Solemnity, however, was sorely lacking on the way back to Chicago. The fault, I admit, was largely mine. I had been fooled by the comforts of the capital, the cleanliness of the subway, the leisurely walks up and down the Mall. It was all so close, so neat, so orderly. I knew that Dulles was a bit further away than National, but how far can anything be in Washington anyway? I'd get to the hotel by five thirty and make the flight at seven. Alas, Dulles is very, very far away, and once you get there, your trip is just beginning.

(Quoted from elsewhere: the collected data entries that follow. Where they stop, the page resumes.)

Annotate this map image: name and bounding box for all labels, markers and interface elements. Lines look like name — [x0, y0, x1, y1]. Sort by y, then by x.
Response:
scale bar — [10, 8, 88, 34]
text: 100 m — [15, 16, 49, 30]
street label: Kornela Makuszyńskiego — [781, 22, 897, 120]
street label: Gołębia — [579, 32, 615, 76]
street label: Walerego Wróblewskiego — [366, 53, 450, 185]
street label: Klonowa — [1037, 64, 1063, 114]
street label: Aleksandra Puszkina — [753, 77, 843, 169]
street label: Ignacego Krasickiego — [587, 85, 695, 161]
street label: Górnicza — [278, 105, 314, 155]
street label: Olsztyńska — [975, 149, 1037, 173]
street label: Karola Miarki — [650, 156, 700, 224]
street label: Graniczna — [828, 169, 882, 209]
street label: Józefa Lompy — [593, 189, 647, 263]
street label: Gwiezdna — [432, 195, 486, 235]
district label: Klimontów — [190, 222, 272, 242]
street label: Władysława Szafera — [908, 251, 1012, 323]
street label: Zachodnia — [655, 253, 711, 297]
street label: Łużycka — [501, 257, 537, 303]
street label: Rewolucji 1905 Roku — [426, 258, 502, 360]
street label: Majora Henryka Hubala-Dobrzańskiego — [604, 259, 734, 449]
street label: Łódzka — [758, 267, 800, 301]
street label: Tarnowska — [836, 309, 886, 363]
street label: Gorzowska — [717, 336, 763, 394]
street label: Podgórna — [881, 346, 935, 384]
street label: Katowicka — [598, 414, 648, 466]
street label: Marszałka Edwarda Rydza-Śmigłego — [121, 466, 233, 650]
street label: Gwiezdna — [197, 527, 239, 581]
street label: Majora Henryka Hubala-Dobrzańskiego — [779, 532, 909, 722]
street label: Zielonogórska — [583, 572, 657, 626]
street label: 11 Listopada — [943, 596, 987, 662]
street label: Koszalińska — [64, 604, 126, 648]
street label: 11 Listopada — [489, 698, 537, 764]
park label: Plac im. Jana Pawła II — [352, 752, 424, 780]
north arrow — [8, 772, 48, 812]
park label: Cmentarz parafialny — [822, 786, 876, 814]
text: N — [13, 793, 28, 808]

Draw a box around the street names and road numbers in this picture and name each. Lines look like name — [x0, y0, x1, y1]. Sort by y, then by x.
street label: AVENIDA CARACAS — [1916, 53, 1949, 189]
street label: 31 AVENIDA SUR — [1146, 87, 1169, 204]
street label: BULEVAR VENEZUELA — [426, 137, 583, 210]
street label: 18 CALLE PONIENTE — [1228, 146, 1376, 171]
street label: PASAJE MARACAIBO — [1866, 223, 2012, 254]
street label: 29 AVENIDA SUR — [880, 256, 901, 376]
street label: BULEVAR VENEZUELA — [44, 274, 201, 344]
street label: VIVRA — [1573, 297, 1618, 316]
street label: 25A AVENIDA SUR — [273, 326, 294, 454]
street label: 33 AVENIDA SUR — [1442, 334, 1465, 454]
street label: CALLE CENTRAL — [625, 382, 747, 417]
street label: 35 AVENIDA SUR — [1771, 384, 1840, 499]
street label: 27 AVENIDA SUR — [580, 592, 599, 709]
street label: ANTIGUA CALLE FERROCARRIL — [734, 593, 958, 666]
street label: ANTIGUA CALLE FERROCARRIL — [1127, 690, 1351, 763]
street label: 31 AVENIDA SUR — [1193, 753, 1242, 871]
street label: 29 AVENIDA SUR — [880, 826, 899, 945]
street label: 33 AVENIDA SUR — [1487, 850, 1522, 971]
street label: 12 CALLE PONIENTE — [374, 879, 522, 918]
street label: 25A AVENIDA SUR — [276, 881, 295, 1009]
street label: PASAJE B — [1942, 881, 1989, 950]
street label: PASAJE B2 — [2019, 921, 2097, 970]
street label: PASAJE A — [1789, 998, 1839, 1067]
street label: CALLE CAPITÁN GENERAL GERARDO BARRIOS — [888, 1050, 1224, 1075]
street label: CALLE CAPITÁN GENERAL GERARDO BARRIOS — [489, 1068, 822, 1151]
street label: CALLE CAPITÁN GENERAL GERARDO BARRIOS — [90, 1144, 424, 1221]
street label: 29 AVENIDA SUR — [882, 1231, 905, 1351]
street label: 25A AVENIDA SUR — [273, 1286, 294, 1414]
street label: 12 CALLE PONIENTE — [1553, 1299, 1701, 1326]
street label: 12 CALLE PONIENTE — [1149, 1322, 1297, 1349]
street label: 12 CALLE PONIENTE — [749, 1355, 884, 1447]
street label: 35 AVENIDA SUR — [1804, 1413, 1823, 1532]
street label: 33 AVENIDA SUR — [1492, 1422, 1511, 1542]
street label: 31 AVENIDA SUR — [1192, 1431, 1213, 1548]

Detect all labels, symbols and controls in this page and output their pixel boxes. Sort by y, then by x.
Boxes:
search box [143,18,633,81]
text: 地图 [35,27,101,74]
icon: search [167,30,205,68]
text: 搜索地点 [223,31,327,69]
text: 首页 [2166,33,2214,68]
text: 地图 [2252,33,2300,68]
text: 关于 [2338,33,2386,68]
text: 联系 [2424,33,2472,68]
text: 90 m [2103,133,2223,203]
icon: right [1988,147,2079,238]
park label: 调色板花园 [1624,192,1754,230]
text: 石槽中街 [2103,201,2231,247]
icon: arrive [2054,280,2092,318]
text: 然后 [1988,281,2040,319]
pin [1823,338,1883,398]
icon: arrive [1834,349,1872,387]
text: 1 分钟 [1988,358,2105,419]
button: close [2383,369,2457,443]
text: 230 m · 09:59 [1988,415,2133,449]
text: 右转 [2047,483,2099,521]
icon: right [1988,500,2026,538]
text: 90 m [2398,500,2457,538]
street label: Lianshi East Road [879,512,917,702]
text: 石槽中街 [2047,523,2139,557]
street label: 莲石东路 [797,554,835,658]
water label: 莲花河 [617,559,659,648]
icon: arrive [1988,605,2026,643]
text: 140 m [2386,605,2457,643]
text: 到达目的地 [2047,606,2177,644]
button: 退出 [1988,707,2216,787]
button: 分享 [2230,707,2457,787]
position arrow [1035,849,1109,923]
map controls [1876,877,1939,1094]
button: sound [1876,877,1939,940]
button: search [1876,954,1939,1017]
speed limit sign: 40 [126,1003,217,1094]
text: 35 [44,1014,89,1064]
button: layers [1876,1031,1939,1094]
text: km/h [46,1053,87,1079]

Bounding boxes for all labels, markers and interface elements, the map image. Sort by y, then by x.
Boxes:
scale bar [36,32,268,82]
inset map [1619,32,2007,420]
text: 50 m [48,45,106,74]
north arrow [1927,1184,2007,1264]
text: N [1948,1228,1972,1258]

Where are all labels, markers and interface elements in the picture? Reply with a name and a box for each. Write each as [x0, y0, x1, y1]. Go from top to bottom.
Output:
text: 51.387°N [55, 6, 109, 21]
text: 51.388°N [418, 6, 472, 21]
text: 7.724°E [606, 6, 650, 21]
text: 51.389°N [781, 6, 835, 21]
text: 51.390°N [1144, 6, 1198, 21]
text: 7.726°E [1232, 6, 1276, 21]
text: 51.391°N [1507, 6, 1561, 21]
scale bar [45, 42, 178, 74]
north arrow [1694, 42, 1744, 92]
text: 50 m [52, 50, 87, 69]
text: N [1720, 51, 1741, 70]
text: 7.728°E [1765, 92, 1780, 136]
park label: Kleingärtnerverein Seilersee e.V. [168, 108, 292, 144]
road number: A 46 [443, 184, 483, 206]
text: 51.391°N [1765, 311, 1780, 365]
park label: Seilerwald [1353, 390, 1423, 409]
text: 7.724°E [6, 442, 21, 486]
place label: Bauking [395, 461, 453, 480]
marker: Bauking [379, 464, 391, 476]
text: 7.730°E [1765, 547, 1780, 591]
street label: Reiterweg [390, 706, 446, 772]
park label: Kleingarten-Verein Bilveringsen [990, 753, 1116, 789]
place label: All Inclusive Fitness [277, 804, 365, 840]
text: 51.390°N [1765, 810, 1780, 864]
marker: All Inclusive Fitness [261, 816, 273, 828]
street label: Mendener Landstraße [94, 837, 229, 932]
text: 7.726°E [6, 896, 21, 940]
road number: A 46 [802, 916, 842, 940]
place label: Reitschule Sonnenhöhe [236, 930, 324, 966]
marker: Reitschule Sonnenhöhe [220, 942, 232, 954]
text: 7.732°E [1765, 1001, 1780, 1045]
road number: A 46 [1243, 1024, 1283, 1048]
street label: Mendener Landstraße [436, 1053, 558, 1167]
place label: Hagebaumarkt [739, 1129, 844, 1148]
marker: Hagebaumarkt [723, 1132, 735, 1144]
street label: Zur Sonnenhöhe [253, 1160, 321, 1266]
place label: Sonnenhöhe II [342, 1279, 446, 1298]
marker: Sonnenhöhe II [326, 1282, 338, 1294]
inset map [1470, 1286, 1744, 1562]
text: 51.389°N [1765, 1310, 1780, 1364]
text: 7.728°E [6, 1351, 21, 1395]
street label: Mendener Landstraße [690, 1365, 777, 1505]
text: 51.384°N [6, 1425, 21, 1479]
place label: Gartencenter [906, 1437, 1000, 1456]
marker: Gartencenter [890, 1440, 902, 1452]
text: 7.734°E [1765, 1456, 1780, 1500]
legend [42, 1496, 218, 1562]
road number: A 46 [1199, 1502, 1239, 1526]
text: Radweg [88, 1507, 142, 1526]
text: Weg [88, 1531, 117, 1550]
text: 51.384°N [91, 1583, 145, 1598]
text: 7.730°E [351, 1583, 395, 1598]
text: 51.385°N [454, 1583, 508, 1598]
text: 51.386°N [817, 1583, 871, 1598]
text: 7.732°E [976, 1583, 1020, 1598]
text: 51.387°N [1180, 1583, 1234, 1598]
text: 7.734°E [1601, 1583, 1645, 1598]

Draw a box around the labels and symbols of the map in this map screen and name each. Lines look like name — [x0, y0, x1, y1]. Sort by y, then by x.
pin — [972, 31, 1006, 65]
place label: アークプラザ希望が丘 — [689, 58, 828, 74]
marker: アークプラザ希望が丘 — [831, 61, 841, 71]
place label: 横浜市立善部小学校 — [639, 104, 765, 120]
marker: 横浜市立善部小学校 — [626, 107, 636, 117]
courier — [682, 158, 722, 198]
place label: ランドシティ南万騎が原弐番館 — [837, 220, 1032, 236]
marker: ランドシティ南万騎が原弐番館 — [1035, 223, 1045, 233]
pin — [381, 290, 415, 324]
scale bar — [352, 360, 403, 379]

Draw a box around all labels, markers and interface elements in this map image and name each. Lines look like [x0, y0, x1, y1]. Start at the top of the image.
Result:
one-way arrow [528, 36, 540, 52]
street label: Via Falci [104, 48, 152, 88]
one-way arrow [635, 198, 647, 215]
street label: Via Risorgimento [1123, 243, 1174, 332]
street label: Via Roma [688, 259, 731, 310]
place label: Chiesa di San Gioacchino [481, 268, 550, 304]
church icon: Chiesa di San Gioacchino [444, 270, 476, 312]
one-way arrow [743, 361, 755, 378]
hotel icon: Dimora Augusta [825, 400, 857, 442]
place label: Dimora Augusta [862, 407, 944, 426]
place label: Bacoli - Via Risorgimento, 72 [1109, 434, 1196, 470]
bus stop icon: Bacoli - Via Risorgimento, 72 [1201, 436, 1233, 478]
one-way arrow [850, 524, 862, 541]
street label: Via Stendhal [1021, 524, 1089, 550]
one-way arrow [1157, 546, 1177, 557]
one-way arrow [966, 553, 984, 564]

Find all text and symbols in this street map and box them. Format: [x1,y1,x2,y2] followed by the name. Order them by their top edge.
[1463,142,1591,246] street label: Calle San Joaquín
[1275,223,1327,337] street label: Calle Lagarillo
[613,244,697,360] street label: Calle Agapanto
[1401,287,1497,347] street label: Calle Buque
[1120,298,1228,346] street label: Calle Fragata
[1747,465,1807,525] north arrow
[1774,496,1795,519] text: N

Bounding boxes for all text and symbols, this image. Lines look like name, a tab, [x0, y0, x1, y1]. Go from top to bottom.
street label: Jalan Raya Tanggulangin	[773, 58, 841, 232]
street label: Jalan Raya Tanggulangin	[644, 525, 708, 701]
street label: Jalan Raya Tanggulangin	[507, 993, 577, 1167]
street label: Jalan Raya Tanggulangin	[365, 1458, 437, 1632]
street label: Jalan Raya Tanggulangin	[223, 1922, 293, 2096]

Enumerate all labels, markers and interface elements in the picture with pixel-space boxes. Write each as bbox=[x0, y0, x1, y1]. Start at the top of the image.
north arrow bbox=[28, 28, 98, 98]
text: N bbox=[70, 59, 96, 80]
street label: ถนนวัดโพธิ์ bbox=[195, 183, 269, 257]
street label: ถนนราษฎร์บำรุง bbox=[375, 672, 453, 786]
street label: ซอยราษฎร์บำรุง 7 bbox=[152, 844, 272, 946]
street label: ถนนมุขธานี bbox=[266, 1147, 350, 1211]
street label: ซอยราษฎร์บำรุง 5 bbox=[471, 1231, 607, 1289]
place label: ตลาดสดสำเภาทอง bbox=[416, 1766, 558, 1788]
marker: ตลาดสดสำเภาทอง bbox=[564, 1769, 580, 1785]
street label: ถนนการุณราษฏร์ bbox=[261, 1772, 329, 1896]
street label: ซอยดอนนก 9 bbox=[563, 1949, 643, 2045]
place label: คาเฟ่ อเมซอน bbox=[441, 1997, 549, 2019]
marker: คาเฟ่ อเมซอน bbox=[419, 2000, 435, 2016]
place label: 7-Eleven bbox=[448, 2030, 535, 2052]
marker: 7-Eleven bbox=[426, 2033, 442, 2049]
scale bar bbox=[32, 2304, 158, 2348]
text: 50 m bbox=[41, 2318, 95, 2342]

There was little traffic on the road to the airport; indeed, there was little of anything besides green rolling hills and no signs of habitation on either side of the highway. Then, abruptly, the concrete monolith that is the Dulles terminal, best described as an enormous green and gray intercontinental bus stop. Once inside, four rachitic ticketing machines hide beside the AmericanAirlines ticketing counter. Not that they did me any good. Although I was there before the flight had even started boarding, that was too late for the folks at Dulles, who have found it convenient to design an airport around an internal rail system that takes three quarters of an hour to transport passengers from the ticketing counter to the gate. So I missed my flight.

The next available plane out of Washington left the next morning. Already short on finances, frustrated, and embarrassed, I called a friend who—bless his heart—lent me his sofa for the night. The next morning I set off to Dulles airport once again, this time by rail and bus (taxi fares were already beyond the scope of the expense account). An hour later I was back in front of dreaded counter, but I could not see it. Why? Because the waiting room was crowded by three intercrossing lines of passengers, one for first-class, another for electronic tickets, a third for old-fashioned paper slips. All three lined crossed at the same spot and it was impossible to tell them apart. And over the din of voices I kept hearing the rumor that a flight—which flight?—had been cancelled. Some said it was the non-stop to Los Angeles, others the one to Dallas, and Chicago? Well, they were all correct: L.A., Dallas, Chicago, all grounded, all several hundred people waiting to get on with their lives far, far from the intercontinental gray-green bus-stop in the D.C. suburbs.

And I was here the night before, mind you.

After an hour or two of waiting a few frantic, yet fruitless, phone calls to American Airlines, I intercepted the attendant as she walked past the crowd and begged her to find me a flight home. I didn't even lie (although my Kantian heart is frail in these situations) when I told her that I needed to be in Chicago by three for a medical appointment. She tapped some keys and found me a flight leaving at two o'clock from—dramatic silence—Washington National Airport. This time, however, the taxicab was on the airline's tab, and the ride down was marked by pleasant conversation with my driver on Pakistani family customs—out of respect, younger siblings don't call their elders by their name—and South-Asian history—it was Lord Mountbatten's fault, I gathered.

Reagan National was a stark contrast to its northern cousin. Crisp and clean, one only had to go down a flight of stairs to reach the gate, and along the way could browse aisles at Borders or the wares at the Smithsonian store. Overall, it looks much like Chicago's Midway Airport, the smaller, but better behaved partner to lumbering O'Hare; as I recall, it even has the same color scheme.

As pleasant as the trip was, my troubles were not over. The plane, only slightly delayed when we left the gate, was left in the runway for an hour because it missed its turn to take off. Once back in Chicago, I let my haste overcome my good sense and dashed for a cab, thinking that it would get me downtown faster. Soon enough, we were in the midst of rush hour. Desperate, I told the driver to drop me off at the next El station (that's "subway" for New Yorkers). He was not pleased.

By then it was late. I met M. downtown, walked to the bus, and was happy to be finally home.